Records drawn from a dataset:

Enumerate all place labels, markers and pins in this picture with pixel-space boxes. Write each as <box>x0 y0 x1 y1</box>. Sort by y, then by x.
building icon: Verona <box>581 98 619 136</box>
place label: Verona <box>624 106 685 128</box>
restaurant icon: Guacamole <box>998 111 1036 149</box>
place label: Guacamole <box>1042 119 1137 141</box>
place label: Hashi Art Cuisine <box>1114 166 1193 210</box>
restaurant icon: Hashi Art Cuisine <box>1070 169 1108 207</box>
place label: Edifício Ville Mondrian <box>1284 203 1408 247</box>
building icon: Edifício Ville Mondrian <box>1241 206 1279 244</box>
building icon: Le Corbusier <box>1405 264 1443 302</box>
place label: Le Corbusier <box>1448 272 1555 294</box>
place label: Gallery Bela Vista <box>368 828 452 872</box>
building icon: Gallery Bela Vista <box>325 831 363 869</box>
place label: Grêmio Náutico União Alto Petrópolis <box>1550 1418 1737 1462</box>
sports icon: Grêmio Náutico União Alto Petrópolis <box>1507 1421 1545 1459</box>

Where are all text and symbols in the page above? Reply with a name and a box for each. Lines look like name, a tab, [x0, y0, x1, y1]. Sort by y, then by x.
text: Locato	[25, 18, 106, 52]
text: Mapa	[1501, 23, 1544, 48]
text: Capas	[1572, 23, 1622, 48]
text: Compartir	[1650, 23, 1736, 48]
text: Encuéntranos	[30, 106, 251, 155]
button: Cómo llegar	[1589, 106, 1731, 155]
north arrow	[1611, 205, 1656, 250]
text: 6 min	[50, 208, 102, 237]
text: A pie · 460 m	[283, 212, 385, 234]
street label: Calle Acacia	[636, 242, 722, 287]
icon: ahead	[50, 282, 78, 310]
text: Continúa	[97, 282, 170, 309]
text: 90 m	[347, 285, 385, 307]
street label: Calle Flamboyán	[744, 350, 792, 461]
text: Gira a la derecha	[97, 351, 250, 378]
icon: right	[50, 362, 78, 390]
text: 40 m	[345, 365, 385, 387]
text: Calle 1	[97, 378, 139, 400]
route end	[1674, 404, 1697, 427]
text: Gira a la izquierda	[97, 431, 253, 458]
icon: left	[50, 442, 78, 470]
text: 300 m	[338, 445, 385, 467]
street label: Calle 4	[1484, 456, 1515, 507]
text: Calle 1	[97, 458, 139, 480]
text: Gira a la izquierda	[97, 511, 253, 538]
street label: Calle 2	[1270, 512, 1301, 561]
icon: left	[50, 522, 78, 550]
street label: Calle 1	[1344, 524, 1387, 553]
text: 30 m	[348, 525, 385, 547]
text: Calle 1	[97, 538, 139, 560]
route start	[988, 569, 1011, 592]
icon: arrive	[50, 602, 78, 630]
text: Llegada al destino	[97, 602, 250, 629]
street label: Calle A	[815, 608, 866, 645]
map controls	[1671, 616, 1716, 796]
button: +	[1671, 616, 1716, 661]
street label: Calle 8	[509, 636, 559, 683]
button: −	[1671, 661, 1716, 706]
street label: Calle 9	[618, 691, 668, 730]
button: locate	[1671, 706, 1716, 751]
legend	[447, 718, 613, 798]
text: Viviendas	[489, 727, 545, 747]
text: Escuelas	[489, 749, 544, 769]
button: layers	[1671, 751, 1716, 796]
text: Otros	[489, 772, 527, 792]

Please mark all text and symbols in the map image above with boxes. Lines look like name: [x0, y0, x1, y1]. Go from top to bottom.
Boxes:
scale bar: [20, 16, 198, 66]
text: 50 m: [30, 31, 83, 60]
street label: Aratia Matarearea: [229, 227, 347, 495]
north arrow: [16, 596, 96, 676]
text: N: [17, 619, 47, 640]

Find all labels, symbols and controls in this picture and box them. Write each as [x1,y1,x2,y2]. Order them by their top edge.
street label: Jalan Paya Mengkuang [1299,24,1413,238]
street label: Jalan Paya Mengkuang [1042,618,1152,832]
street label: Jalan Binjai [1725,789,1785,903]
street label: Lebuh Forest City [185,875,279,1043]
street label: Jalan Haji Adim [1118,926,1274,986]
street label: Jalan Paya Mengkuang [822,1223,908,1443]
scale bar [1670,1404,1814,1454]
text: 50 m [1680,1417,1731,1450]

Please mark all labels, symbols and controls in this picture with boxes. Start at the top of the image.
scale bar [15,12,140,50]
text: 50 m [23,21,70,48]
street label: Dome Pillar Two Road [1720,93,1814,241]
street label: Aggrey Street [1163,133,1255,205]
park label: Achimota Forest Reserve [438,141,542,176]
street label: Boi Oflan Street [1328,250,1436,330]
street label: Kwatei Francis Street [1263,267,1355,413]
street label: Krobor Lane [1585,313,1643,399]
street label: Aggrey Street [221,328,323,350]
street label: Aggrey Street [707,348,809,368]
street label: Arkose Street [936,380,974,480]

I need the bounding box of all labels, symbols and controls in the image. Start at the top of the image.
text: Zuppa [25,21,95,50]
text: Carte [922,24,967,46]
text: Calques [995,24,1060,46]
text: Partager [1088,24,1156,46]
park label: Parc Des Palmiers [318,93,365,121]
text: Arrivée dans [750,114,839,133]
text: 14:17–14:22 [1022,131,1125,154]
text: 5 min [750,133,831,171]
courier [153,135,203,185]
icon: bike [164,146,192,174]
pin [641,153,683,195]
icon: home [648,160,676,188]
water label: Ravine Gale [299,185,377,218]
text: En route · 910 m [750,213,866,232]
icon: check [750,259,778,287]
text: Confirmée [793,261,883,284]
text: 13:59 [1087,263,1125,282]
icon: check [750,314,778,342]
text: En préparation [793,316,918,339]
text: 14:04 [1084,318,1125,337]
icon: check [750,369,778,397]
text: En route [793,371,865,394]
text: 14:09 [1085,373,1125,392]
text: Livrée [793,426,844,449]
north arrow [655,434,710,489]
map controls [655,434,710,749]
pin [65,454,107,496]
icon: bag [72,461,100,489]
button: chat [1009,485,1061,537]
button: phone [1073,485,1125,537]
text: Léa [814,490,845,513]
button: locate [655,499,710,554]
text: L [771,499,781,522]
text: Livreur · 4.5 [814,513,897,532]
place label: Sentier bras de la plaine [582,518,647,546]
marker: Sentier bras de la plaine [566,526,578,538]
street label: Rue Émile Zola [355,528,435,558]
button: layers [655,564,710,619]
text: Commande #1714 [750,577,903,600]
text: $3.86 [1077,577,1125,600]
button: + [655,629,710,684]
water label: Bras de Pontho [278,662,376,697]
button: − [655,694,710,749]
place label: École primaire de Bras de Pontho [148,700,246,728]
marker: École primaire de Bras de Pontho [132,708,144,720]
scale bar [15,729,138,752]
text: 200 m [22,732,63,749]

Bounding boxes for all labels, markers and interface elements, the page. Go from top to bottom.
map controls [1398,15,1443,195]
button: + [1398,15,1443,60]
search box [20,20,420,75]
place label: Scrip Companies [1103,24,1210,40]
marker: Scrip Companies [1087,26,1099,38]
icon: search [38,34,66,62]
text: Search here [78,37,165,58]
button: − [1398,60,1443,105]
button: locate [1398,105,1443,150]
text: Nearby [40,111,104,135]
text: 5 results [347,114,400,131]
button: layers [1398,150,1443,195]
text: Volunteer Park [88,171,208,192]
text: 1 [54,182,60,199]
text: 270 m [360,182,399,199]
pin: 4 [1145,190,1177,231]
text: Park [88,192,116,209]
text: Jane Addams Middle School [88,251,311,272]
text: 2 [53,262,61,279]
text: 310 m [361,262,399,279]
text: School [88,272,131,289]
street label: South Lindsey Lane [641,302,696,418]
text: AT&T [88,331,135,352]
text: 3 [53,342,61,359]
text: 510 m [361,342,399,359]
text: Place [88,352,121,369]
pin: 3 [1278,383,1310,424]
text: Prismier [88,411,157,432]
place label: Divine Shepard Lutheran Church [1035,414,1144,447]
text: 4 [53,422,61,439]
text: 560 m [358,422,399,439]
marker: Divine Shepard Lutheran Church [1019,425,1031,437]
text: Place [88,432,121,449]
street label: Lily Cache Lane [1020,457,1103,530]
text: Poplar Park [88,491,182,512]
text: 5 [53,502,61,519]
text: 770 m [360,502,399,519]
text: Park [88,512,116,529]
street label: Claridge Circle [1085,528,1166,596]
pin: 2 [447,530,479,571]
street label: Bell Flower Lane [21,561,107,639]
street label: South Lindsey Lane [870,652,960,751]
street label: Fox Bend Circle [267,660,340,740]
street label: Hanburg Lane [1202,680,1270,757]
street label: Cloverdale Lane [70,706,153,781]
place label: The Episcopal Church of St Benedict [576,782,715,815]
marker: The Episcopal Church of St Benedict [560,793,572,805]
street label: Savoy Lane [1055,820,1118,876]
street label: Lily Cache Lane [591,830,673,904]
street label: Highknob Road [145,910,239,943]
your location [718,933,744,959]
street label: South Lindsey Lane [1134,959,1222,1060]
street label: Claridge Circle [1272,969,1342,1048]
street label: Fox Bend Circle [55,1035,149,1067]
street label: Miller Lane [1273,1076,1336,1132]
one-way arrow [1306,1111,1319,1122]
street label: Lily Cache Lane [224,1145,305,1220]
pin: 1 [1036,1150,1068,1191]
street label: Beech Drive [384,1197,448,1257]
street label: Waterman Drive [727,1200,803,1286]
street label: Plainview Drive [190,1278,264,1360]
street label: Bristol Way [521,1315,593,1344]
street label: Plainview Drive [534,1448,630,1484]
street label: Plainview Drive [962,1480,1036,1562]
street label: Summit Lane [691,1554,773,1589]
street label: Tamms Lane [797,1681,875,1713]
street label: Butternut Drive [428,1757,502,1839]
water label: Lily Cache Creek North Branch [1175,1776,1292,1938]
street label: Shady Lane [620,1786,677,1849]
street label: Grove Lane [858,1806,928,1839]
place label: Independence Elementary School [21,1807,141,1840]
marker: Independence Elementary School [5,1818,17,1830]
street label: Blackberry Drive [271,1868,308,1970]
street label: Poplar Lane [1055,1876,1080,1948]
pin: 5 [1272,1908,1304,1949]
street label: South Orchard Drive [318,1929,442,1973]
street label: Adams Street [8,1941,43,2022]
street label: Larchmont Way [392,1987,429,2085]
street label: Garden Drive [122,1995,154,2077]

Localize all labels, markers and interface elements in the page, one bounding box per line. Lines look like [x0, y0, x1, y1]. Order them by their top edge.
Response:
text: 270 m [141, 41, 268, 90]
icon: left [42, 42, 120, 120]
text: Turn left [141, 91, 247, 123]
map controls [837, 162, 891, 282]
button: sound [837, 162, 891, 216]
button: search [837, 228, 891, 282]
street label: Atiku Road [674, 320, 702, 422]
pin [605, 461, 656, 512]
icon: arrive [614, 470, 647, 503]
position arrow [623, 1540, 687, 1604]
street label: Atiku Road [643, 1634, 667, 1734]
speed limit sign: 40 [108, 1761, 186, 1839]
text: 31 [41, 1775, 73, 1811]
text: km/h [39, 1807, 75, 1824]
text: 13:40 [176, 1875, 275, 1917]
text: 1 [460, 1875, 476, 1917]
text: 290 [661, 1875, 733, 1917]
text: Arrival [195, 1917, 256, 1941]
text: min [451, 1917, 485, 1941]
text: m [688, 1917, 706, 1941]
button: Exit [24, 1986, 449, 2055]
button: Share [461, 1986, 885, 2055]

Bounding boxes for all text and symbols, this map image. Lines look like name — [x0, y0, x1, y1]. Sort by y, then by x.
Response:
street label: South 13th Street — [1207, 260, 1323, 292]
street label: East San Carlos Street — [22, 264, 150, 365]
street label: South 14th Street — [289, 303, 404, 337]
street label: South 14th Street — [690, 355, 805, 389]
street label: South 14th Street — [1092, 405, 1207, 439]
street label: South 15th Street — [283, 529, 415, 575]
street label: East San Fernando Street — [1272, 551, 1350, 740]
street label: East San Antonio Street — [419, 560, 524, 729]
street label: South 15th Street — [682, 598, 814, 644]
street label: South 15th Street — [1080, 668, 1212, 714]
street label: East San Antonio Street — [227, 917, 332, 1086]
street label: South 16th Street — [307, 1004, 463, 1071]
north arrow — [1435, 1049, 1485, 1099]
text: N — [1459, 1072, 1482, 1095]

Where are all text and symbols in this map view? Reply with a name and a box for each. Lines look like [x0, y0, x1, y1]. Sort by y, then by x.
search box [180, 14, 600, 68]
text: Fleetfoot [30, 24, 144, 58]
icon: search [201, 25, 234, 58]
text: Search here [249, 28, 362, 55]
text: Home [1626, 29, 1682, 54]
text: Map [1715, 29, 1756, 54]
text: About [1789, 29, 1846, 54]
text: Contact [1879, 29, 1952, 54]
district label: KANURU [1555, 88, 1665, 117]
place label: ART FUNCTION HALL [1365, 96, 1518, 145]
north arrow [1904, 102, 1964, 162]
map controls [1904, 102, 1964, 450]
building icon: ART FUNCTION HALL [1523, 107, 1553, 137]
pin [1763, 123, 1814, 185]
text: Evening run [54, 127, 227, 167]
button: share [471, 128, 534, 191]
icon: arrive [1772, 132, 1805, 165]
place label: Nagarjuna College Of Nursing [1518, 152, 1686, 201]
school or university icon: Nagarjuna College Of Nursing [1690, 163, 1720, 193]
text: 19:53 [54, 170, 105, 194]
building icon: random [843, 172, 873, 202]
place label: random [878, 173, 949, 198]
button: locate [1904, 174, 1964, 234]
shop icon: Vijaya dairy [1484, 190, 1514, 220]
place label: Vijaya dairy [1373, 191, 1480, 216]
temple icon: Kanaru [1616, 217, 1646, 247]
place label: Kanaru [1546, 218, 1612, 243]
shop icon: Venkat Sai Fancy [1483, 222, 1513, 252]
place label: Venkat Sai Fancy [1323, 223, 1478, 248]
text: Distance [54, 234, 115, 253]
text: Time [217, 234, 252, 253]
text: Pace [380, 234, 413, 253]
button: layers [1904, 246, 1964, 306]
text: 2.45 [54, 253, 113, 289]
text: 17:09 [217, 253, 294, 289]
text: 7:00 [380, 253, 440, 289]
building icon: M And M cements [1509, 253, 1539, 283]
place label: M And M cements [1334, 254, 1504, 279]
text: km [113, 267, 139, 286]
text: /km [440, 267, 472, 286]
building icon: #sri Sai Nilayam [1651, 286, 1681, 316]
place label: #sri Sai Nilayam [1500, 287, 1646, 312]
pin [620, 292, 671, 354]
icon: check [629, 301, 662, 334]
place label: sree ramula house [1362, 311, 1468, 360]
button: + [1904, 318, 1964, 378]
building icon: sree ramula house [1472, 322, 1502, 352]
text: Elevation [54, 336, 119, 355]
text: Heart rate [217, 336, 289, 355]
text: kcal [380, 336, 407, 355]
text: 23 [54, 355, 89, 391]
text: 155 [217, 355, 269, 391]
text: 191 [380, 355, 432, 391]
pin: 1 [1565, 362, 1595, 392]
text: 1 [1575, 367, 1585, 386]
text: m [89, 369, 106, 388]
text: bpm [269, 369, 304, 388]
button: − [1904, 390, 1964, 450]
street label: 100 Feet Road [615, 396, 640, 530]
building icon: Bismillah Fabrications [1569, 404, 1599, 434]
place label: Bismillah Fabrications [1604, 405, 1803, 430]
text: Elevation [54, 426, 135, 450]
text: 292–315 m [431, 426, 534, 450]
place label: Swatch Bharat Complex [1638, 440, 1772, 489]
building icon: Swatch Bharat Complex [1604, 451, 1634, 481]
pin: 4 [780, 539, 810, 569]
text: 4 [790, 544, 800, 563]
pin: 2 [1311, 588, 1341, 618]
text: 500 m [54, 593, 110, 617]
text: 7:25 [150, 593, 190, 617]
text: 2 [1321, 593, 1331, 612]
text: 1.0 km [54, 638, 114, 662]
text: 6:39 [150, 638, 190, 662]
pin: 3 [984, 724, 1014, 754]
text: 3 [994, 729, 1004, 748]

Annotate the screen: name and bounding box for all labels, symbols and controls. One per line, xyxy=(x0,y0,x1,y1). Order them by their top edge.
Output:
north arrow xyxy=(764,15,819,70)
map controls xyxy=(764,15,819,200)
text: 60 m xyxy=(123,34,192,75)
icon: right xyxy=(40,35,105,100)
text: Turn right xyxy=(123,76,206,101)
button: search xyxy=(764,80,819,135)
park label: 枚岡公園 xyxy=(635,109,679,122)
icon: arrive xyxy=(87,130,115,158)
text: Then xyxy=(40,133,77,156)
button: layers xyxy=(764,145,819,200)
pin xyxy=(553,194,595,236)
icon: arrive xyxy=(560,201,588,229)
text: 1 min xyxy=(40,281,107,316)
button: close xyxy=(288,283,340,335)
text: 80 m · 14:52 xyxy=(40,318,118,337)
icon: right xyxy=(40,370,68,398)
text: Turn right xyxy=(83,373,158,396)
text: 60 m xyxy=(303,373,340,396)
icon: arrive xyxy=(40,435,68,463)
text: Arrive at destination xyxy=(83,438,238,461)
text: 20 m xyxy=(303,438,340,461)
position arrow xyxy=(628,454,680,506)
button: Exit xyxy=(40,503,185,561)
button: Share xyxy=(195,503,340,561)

== Problem ==
Each line that includes the string "Jalan" should be copied from the data.

== Solved problem ==
street label: Jalan Paya Mengkuang [1299,24,1413,238]
street label: Jalan Paya Mengkuang [1042,618,1152,832]
street label: Jalan Binjai [1725,789,1785,903]
street label: Jalan Haji Adim [1118,926,1274,986]
street label: Jalan Paya Mengkuang [822,1223,908,1443]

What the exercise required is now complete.